Tel est notre quatrième axiome.
Ce non-rapport est dans le même moment déplacement et inversion des déterminations mondaines de l'esthétique philosophique. L'Esthétique Clandestine postule une égalité-sans-rapport plutôt qu'un rapport de force ou forcé, qu'une lutte interne philosophique. Une équivalence a priori des différences qui permet un apport unilatéral pour la pensée artistique, le Monde-art.

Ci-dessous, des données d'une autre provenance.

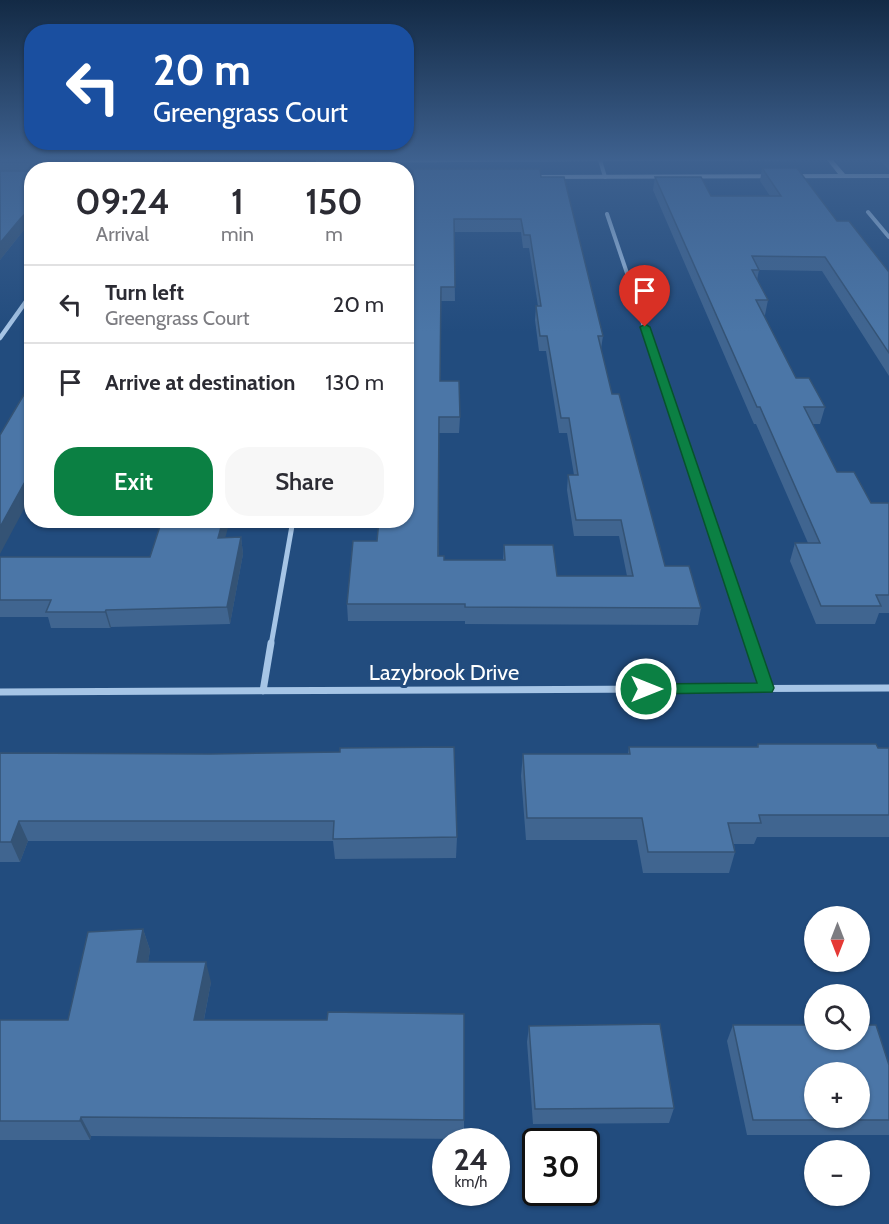 <!DOCTYPE html>
<meta charset="utf-8">
<style>
body{margin:0;font-family:Cabin,sans-serif;background:#f7f7f7;color:#2b2b33;height:100vh;display:flex;flex-direction:column;font-size:22px;white-space:nowrap}
*{box-sizing:border-box;margin:0}
p{font-size:20px;color:#7c7c81}
.icon{flex:none;width:33px;height:33px;fill:none;stroke:currentColor;stroke-width:2;stroke-linecap:round;stroke-linejoin:round}
.map{position:relative;flex:1;overflow:hidden}
.panel{position:absolute;left:24px;top:162px;width:390px;height:366px;display:flex;flex-direction:column;background:#fff;border-radius:24px;box-shadow:0 2px 4px #0004}
.panel>*{flex:none}
.hud{position:absolute;left:24px;top:24px;width:390px;height:126px;border-radius:24px;box-shadow:0 2px 4px #0004;background:#1a4fa0;color:#fff;overflow:hidden}
.needle{width:39px;rotate:180deg}
.tools{position:absolute;left:804px;top:906px;display:grid;gap:12px}
.tools a{display:grid;place-items:center;width:66px;height:66px;border-radius:50%;background:#fff;box-shadow:0 2px 4px #0004;font-size:30px}
.speed{position:absolute;left:432px;top:1128px;display:flex;gap:12px;font-size:30px;font-weight:700;text-align:center}
.speed>*{display:grid;place-content:center;width:78px;height:78px;border-radius:50%;background:#fff;box-shadow:0 2px 4px #0004;line-height:1}
.speed small{font-size:15px;font-weight:400}
.speed .limit{border:3px solid #111;border-radius:9px;background:#fff;color:#111}
.pin{position:absolute;display:grid;place-items:center;width:51px;height:51px;color:#fff;margin:-62px -26px;border-radius:50% 50% 50% 0;rotate:-45deg;box-shadow:0 0 6px #0007}
.pin .icon{rotate:45deg}
.me{position:absolute;width:66px;margin:-33px;rotate:90deg;stroke-linejoin:round;filter:drop-shadow(0 0 4px #0008)}
.turn{display:flex;align-items:center;gap:21px;height:126px;padding:0 30px;font-size:27px}
.turn .icon{width:78px;height:78px;stroke-width:2.5}
.turn b{display:block;font-size:42px;line-height:51px}
.eta{display:flex;justify-content:space-evenly;align-items:center;height:102px;text-align:center}
.eta b{font-size:36px;font-weight:600;line-height:42px}
.button{display:flex;gap:12px;margin-top:auto;padding:12px 30px}
.button a{flex:1;height:69px;border-radius:24px;background:#0b8043;color:#fff;font-size:24px;font-weight:600;line-height:69px;text-align:center}
.button a+a{background:#f7f7f7;color:#2b2b33}
ul{padding:0;list-style:none}
li{display:flex;align-items:center;gap:18px;height:78px;padding:0 30px;border-top:2px solid #e1e1e2}
li div{flex:1}
li b{display:block;font-size:22px}
li em{font-style:normal}
.map>svg:first-child{display:block}
.lines{fill:none;stroke-linecap:round;stroke-linejoin:round}
.minor-far3{stroke:#a6c5e6;stroke-width:4}
.minor-far2{stroke:#a6c5e6;stroke-width:4.5}
.minor-far1{stroke:#a6c5e6;stroke-width:5}
.minor{stroke:#a6c5e6;stroke-width:7}
.secondary{fill:#d0e1f5;fill-rule:evenodd}
.wall{fill:#406590;fill-rule:evenodd}
.shaded-wall{fill:#345375}
.building{fill:#4b76a7;stroke:#345375;stroke-width:1.5;fill-rule:evenodd}
.route{fill:#0b8043;stroke:#07532c;stroke-width:1.5}
.labels{text-anchor:middle;dominant-baseline:central;stroke-width:6;stroke-linejoin:round;paint-order:stroke}
.street-label{font-size:22px;fill:#fff;stroke:#224c7e}
</style>
<div class="map">
<svg width="889" height="1224" viewBox="0 0 889 1224">
<rect width="100%" height="100%" fill="#224c7e"/>
<g class="lines">
<!-- minor-far3 -->
<path class="minor-far3" d="M600 160 605 177
M123 170 128 162
M868 212 889 237
M607 214 631 285"/>
<!-- minor-far2 -->
<path class="minor-far2" d="M630 284 684 444
M0 338 32 293"/>
<!-- minor-far1 -->
<path class="minor-far1" d="M684 442 751 645
M271 645 293 520"/>
<!-- minor -->
<path class="minor" d="M751 643 766 688
M263 691 271 643
M0 692 889 688"/>
<!-- secondary -->
<path class="secondary" d="M63 160H182V161L179 163 64 164 61 162Z
M821 160 301 163 298 161V160Z
M827 160H833L845 174H889V178L527 179 524 177 527 175 838 174Z
M406 175H429L432 177 429 179H406Z"/>
</g>
<!-- wall -->
<path class="wall" d="M0 160 79 166 76 170H32V223L23 231 0 260Z
M880 160H889V170Z
M762 168 837 221 889 272V376L822 271 759 270 757 280 768 300 765 315H764L796 378 825 407 820 424H812L837 472 871 503H889V613H879L875 624H816L790 561 795 543H808L756 424H754L653 190 655 177 711 196H770L760 181Z
M541 177 603 336 601 349 612 394 665 566 701 608 698 625 465 624V621H348L347 604 377 541 406 520 409 223ZM454 232H521L523 248H529L538 306H536L535 320 539 351H546L559 433H567L574 475H568L567 490 574 536H619L627 576H557L504 545 503 560H444L439 556V433H459L460 417 440 381 441 301H455Z
M241 537 243 554 230 624 111 627 110 628H51L48 617H0V557H150L225 538Z
M758 744 889 748V837H757L754 844H734L735 852 729 873H643L637 840H526L521 776 523 754H628L629 747H757Z
M0 753 457 837 456 858 335 859 333 841H28L20 862H0Z
M143 929 150 950 148 962 211 982 204 1020 464 1120V1139L91 1136 90 1140H0V1020H68Z
M733 1025 889 1065V1135H747L727 1041Z
M529 1026 674 1108 669 1123 533 1124 527 1042Z"/>
<!-- shaded-wall -->
<path class="shaded-wall" d="M72 160H78L79 166 76 170H64Z
M313 160H316V165L315 170H311Z
M32 207V223L23 231 0 260V243L20 219Z
M32 469V494L0 554V527Z
M223 520H230L221 554 218 538Z
M241 537 243 554 230 624 227 607Z
M106 610 111 627 110 628 105 612Z
M19 821 28 841 20 862 11 842Z
M143 929 150 950 145 982 137 962Z
M206 962 211 982 200 1040 194 1020Z
M81 1117 91 1136 90 1140 80 1121Z"/>
<!-- building -->
<path class="building" d="M0 160H72L64 170H32V207L20 219 0 243V171H29L31 163 0 162Z
M164 160H313L311 170H158Z
M762 168H797L837 221H849L889 272V353L825 257 752 256 759 270H752L768 300H756L796 378H809L825 407H804L837 472H854L871 503H889V595H876L881 606H821L795 543H820L760 407H757L655 177H701L711 196H781Z
M413 169H540L541 177H564L603 336H598L612 394H619L665 566H689L701 608 465 607V604H347L353 541H377L379 520H406V223H409ZM454 219H521L524 235H530L541 306H536L540 336H547L561 418H569L578 475H568L576 520H621L633 576H557L553 545H504L505 560H444V556H438L439 417H460L459 381H440L441 287H455Z
M32 381V469L0 527V435Z
M162 520H223L218 538 241 537 227 607 106 610 105 612H46L51 600H0V557H150Z
M758 744H876L878 748H889V815H759L761 823H728L735 852H648L642 818H527L523 754H630L629 747H758Z
M454 747 457 837 333 839 334 821H19L11 842H0V753L210 754 340 752V748Z
M143 929 137 962H206L194 1020H327L328 1012 464 1014V1120L81 1117 80 1121H0V1020H68L88 932Z
M660 1024 674 1108 535 1109 529 1026Z
M733 1025H814V1040H860V1025H876L889 1065V1120H753ZM814 1072H860V1118H814Z"/>
<!-- sky -->
<linearGradient id="sky" x2="0" y2="1"><stop stop-color="#132a45"/><stop offset="0.48" stop-color="#3e618f"/><stop offset="1" stop-color="#3e618f" stop-opacity="0"/></linearGradient>
<rect width="889" height="332" fill="url(#sky)"/>
<!-- route -->
<path class="route" d="M645 324 650 327 774 688 772 692 646 694 639 689 646 684 757 683 640 327Z"/>
<g class="labels">
<!-- street labels -->
<g class="street-label">
<text x="444" y="672">Lazybrook Drive</text>
</g>
</g>
</svg>
<div class="tools">
<a><svg class="needle" viewBox="-14 -14 28 28"><path d="M0-13l5 13h-10z" fill="#e53935"/><path d="M0 13l5-13h-10z" fill="#7c7c81"/></svg></a>
<a><svg class="icon" aria-label="search" viewBox="0 0 24 24"><circle cx="10" cy="10" r="6"/><path d="M15 15l6 6"/></svg></a>
<a>+</a>
<a>−</a>
</div>
<div class="speed"><div>24<small>km/h</small></div><div class="limit">30</div></div>
<div class="pin" style="left:645px;top:327px;background:#d93025"><svg class="icon" aria-label="arrive" viewBox="0 0 24 24"><path d="M6 21V4h12l-3 4 3 4H6"/></svg></div>
<svg class="me" style="left:646px;top:689px" viewBox="-20 -20 40 40"><circle r="17" fill="#0b8043" stroke="#fff" stroke-width="3"/><path d="M0-11L8 9 0 5-8 9z" fill="#fff"/></svg>
<div class="hud">
<div class="turn"><svg class="icon" aria-label="left" viewBox="0 0 24 24"><path d="M17 20v-9H6M10 6l-5 5 5 5"/></svg><div><b>20 m</b>Greengrass Court</div></div>
</div>
<section class="panel">
<div class="eta">
<div><b>09:24</b><p>Arrival</p></div>
<div><b>1</b><p>min</p></div>
<div><b>150</b><p>m</p></div>
</div>
<ul>
<li><svg class="icon" aria-label="left" viewBox="0 0 24 24"><path d="M17 20v-9H6M10 6l-5 5 5 5"/></svg><div><b>Turn left</b><p>Greengrass Court</p></div><em>20 m</em></li>
<li><svg class="icon" aria-label="arrive" viewBox="0 0 24 24"><path d="M6 21V4h12l-3 4 3 4H6"/></svg><div><b>Arrive at destination</b></div><em>130 m</em></li>
</ul>
<div class="button"><a>Exit</a><a>Share</a></div>
</section>
</div>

§ 15 : L'artiste renonce à la vérité comme totalité pleine et cohérente ou absolue et abouti au fragmentaire, au chaotique, à l'indécision radicale. Ce chaos n'est d'ailleurs pas infini, il est limité par le matériau qu'est devenu l'esthétique. Chaos qui est donc une certaine universalité mais pas une totalité. Le savoir - cette solution-sans-problème - qui fonde l'Esthétique Clandestine est générique, ni universel ni particulier. L'Un-certitude (on n'est pas dans la certitude, dans l'immanence honteuse qui se cache), l'hésitation non-décisionnelle, u-chronique et utopique, vue-en-Un ou mise à jour par l'Esthétique Clandestine constitue la « forme apriori » de la fiction et de la création. Cinquième axiome.

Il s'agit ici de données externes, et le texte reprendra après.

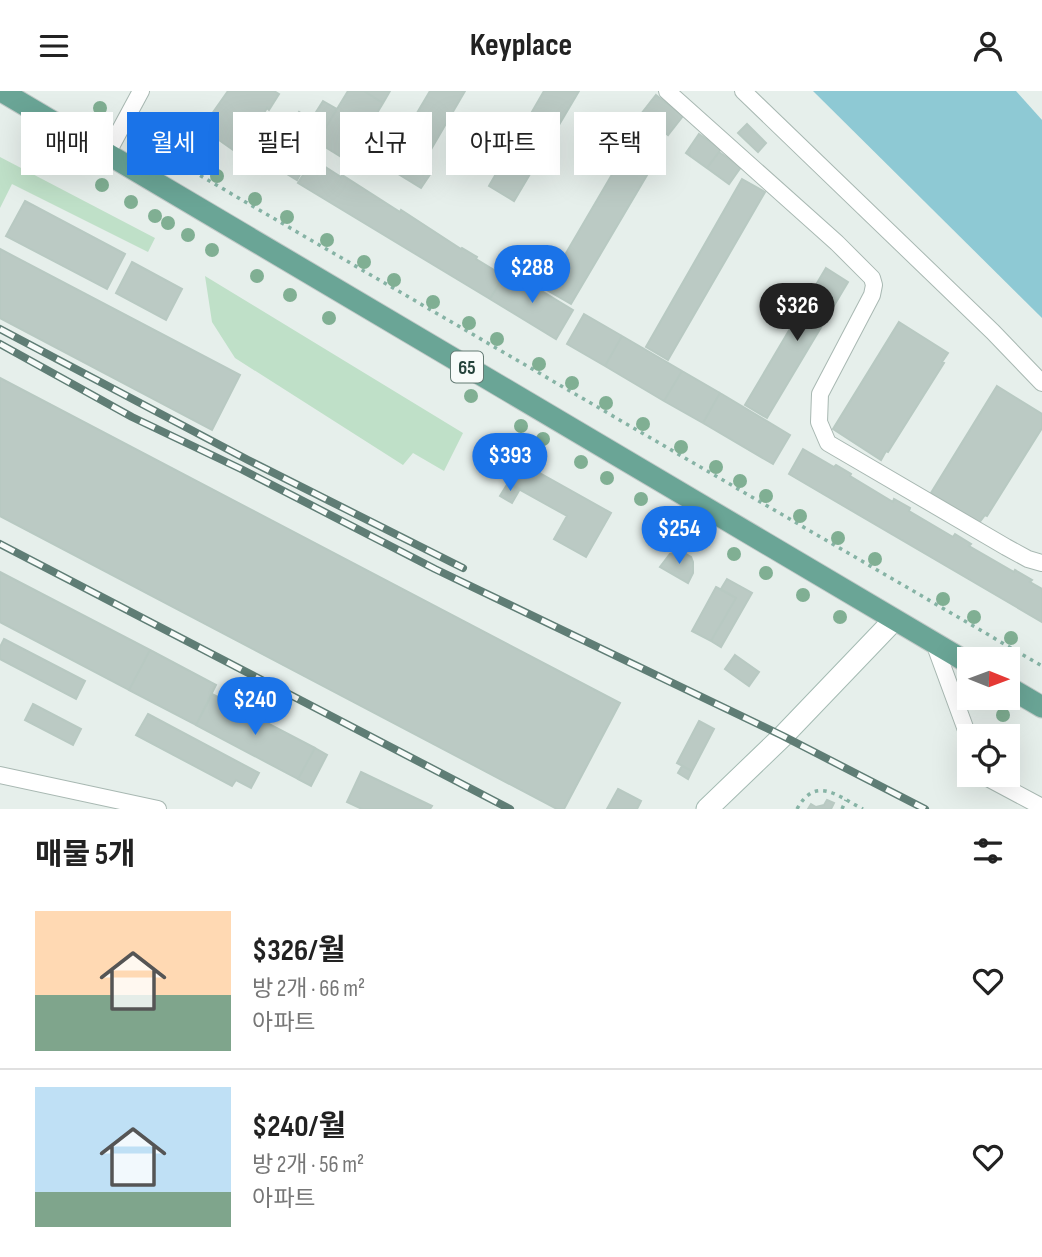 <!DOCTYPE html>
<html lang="ko">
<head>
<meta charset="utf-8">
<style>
  body { margin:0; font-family:"Sofia Sans Condensed","Noto Sans KR",sans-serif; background:#f6f6f6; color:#222; height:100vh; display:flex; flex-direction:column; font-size:26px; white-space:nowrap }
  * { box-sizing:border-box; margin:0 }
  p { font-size:23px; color:#767676 }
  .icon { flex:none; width:38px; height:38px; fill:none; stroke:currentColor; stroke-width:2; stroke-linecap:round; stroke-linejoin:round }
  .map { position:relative; height:718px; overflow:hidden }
  .panel { display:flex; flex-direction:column; background:#fff; flex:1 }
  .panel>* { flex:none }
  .banner { position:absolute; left:21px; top:21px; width:1001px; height:63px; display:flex; gap:14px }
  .needle { width:46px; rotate:91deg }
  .tools { position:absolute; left:957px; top:556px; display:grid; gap:14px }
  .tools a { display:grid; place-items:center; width:63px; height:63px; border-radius:0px; background:#fff; box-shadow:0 7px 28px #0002; font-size:35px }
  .price { position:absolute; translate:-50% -60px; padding:0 16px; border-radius:24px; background:#1a73e8; color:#fff; font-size:23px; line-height:46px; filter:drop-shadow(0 2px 4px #0008) }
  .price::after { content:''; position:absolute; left:50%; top:42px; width:21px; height:16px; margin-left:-10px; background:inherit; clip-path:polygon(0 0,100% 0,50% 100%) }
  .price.current { background:#222; color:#fff }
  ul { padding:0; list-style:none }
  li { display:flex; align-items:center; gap:21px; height:175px; padding:0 35px }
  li+li { border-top:2px solid #e0e0e0 }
  li span { display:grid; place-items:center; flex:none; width:196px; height:140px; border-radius:0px; color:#555 }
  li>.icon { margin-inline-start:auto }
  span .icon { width:84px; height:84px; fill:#fffc; stroke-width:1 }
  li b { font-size:30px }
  h2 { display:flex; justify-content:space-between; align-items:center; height:84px; padding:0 35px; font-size:30px }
  .pill { padding:0 24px; border-radius:0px; background:#fff; box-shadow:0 7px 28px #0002; font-size:24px; line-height:63px }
  .pill.current { background:#1a73e8; color:#fff }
  header { display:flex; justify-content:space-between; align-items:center; height:91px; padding:0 35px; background:#fff; font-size:32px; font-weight:700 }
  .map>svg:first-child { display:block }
</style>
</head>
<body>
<header><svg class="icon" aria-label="menu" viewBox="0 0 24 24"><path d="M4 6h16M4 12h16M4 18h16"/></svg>Keyplace<svg class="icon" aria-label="person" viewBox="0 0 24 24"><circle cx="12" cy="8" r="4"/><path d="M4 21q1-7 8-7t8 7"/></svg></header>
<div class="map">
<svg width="1042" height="718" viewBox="0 0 1042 718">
  <rect width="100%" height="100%" fill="#e6efeb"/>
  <path fill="#bfe0c8" d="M0,66L155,147L148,161L12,93L0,117Z
    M205,185L463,342L444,380L413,362L403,374L235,267L212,231Z"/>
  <path fill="#8ec9d4" d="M813,0H1016L1042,29V227Z"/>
  <path fill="#bbcac4" stroke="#b8c9c2" stroke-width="2" d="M228,0H274L279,3L269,19L267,17L239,63L202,37Z
    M348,0H364L383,12L348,70L317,51Z
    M364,0H390L383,12Z
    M430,0H465L430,60L404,44Z
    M544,0H579L514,110L489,95Z
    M656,4L683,25L668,44L641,23Z
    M323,10L337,18L317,51L290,35L299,21L311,29Z
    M747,33L766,52L758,61L738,42Z
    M699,43L721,58L707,77L686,62Z
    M373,45L431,82L421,97L377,70L374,75L359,66Z
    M634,46L660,62L571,213L545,198Z
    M271,47L308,69L297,89L259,66Z
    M719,61L741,76L729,93L707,77Z
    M313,68L341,86L342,84L400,121L401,119L461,158L462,157L477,166L476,168L504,185L490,208L298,92Z
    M742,88L765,101L668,269L646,256Z
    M25,110L125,163L107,198L6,145Z
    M0,158L240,284L212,339L0,227Z
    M132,171L182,198L166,229L116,202Z
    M826,177L848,191L767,327L745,314Z
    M507,179L573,219L556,248L490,208Z
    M584,223L622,245L605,275L567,253Z
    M899,231L948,262L942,271L944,272L888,361L886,360L881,369L833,338Z
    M622,245L682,280L664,310L605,275Z
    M682,280L720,302L703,332L664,310Z
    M0,287L620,612L564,718H557L0,425Z
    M997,295L1042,323V337L987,425L985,424L979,432L931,402Z
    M720,302L790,344L773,373L703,332Z
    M803,358L834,376L836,374L851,383L850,385L893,411L894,408L910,417L909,420L953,446L955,443L971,453L969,455L1014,481L1015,479L1032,489L1030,491L1042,498V531L789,383Z
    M520,371L611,422L586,466L554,448L567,425L508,392Z
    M508,392L520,398L512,412L500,405Z
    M681,460L691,466L693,471V482L688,492L660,476L670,463Z
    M0,481L150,559L129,599L0,531Z
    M727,488L752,502L721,556L711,550L736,507L721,498Z
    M716,496L736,507L711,550L692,540Z
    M4,548L85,590L76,608L0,568V556Z
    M150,559L216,594L196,634L129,599Z
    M735,564L759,581L749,595L725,578Z
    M212,603L315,657L298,688L196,634Z
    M33,613L81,638L73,654L25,629Z
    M148,623L259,682L251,697L236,689L232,695L136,644Z
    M699,630L714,638L692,680L677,672Z
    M315,657L327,664L311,695L298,688Z
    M682,675L692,680L688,688L678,682Z
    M361,681L432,715L430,718H362L347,711Z
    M618,698L641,710L637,718H607Z
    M827,709L834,712L831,718H808L811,713L816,716L824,714Z"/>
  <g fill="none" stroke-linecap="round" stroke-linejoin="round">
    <defs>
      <path id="street" d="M667,0L837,152L872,187L874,194L872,204L820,303L819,331L828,352L1006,456L1028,468L1042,472
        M743,0L993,241L1042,292
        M107,63L141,0
        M934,552L970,650
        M0,684L158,718
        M982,684L1042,716"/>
      <path id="secondary" d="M707,718L783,645L894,529"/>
      <path id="primary" d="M1,0L970,573
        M1008,596L1042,616"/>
    </defs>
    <use href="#street" stroke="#a8b8b2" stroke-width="18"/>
    <use href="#secondary" stroke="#a4bbb3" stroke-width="23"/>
    <use href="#primary" stroke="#c2cac8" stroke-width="23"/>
    <path stroke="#86b3a5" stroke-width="3.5" stroke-dasharray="3.5 5" stroke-linecap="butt" d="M134,46L1042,575
      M797,718C816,684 837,705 863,718
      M842,718L846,709"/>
    <use href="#street" stroke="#fff" stroke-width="16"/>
    <use href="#secondary" stroke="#fff" stroke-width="21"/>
    <use href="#primary" stroke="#6aa596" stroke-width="21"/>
    <defs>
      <path id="rail" d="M0,238L248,369L463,477
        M0,253L132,326L241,378L435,478L783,645L925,718
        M0,453L510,718"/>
    </defs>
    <use href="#rail" stroke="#5f7d75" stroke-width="8"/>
    <use href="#rail" stroke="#f7fbf9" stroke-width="5" stroke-dasharray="16" stroke-linecap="butt"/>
  </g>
  <g fill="#80af93">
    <circle cx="100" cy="17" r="7"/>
    <circle cx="150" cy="46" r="7"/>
    <circle cx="28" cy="51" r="7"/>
    <circle cx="170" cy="58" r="7"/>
    <circle cx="187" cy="68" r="7"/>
    <circle cx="60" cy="70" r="7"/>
    <circle cx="217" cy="85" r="7"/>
    <circle cx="102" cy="94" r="7"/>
    <circle cx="255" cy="108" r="7"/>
    <circle cx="131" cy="111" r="7"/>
    <circle cx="155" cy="125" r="7"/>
    <circle cx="287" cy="126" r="7"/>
    <circle cx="168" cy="132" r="7"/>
    <circle cx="188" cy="144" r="7"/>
    <circle cx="327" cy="149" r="7"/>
    <circle cx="212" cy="159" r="7"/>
    <circle cx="364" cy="171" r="7"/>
    <circle cx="257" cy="185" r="7"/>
    <circle cx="394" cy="189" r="7"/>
    <circle cx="290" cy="204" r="7"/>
    <circle cx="433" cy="211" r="7"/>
    <circle cx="329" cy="227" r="7"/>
    <circle cx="469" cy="232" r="7"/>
    <circle cx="497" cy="248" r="7"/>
    <circle cx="539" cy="273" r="7"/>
    <circle cx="572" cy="292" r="7"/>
    <circle cx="471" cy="305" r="7"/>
    <circle cx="606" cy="312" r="7"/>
    <circle cx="643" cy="333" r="7"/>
    <circle cx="521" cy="335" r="7"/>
    <circle cx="543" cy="348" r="7"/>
    <circle cx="681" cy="356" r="7"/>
    <circle cx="581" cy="371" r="7"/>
    <circle cx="716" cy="376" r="7"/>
    <circle cx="607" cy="387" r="7"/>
    <circle cx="740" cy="390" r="7"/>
    <circle cx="766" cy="405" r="7"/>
    <circle cx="641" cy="408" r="7"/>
    <circle cx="800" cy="425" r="7"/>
    <circle cx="678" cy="429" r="7"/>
    <circle cx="838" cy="447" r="7"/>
    <circle cx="734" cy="463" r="7"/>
    <circle cx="875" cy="468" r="7"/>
    <circle cx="766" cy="482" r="7"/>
    <circle cx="803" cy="504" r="7"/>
    <circle cx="943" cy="508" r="7"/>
    <circle cx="840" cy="526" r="7"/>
    <circle cx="974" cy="526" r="7"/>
    <circle cx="1011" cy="547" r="7"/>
    <circle cx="1003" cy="624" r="7"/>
  </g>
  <g text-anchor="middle" stroke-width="5" stroke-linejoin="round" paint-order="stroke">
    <rect fill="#f7fbf9" stroke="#637a73" stroke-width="2" x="451" y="260.5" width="32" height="31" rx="5"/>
    <g font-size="19" font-weight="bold" fill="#24423a">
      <text x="467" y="283">65</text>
    </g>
  </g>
</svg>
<div class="tools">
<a><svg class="needle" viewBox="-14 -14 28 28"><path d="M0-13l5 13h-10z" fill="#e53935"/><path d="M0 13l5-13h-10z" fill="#767676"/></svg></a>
<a><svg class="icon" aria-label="locate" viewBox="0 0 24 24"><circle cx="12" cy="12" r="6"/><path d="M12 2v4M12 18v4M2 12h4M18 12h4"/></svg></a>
</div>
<b class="price" style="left:532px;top:214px">$288</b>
<b class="price current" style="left:797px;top:252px">$326</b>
<b class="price" style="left:510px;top:402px">$393</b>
<b class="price" style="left:679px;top:475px">$254</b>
<b class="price" style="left:255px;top:646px">$240</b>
<div class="banner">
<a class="pill">매매</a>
<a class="pill current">월세</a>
<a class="pill">필터</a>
<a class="pill">신규</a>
<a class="pill">아파트</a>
<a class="pill">주택</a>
</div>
</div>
<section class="panel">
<h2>매물 5개<svg class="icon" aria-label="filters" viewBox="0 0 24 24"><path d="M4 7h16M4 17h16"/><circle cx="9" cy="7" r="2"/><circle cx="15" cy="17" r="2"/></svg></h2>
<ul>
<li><span style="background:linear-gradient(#ffd9b3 60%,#7fa58c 0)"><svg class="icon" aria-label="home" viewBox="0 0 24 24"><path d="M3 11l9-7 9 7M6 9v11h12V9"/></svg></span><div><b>$326/월</b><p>방 2개 · 66 m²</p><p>아파트</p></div><svg class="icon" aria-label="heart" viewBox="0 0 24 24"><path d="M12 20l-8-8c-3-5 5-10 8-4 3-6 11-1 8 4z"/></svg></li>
<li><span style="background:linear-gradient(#bfe0f5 75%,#7fa58c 0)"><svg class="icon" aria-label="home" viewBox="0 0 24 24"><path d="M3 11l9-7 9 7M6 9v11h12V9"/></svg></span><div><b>$240/월</b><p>방 2개 · 56 m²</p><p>아파트</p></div><svg class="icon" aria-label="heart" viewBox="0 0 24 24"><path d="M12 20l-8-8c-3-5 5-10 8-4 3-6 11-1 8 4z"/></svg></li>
</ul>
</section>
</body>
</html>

§ 16 : L'oeuvre, comme l'Homme-en-personne est indifférente à la réussite et à l'échec, au sens et au non-sens, au vrai et au non-vrai, à toute spéculation mondaine. C'est plus qu'un effet de l'affinité de l'art et de l'Homme. Et cela se comprend aisément dès lors que l'on cesse de vouloir évaluer l'oeuvre en usant des transcendantaux de l'esthétique philosophique, d'essayer de lui donner une place dans un système ou dans une classification des oeuvres qui reste toujours mais à des degrés divers hiérarchique.
§ 17 : L'art n'a pas de critère en-soi ni besoin de preuve à l'instar de l'Homme et du Réel. L'oeuvre est affect (de) soi de part en part, un multiple-sans-continuité, c'est-à-dire un chaos. Cependant cette multiplicité ne résulte pas d'une division ou d'une opération de l'Un. Agir-sans-réagir, l'oeuvre du Clandestin vient de nulle-part et ne cherche pas non plus une hypothétique place qu'elle aurait quittée ; elle ne peut qu'errer dans le Dédale et Musée du Monde fossilisé.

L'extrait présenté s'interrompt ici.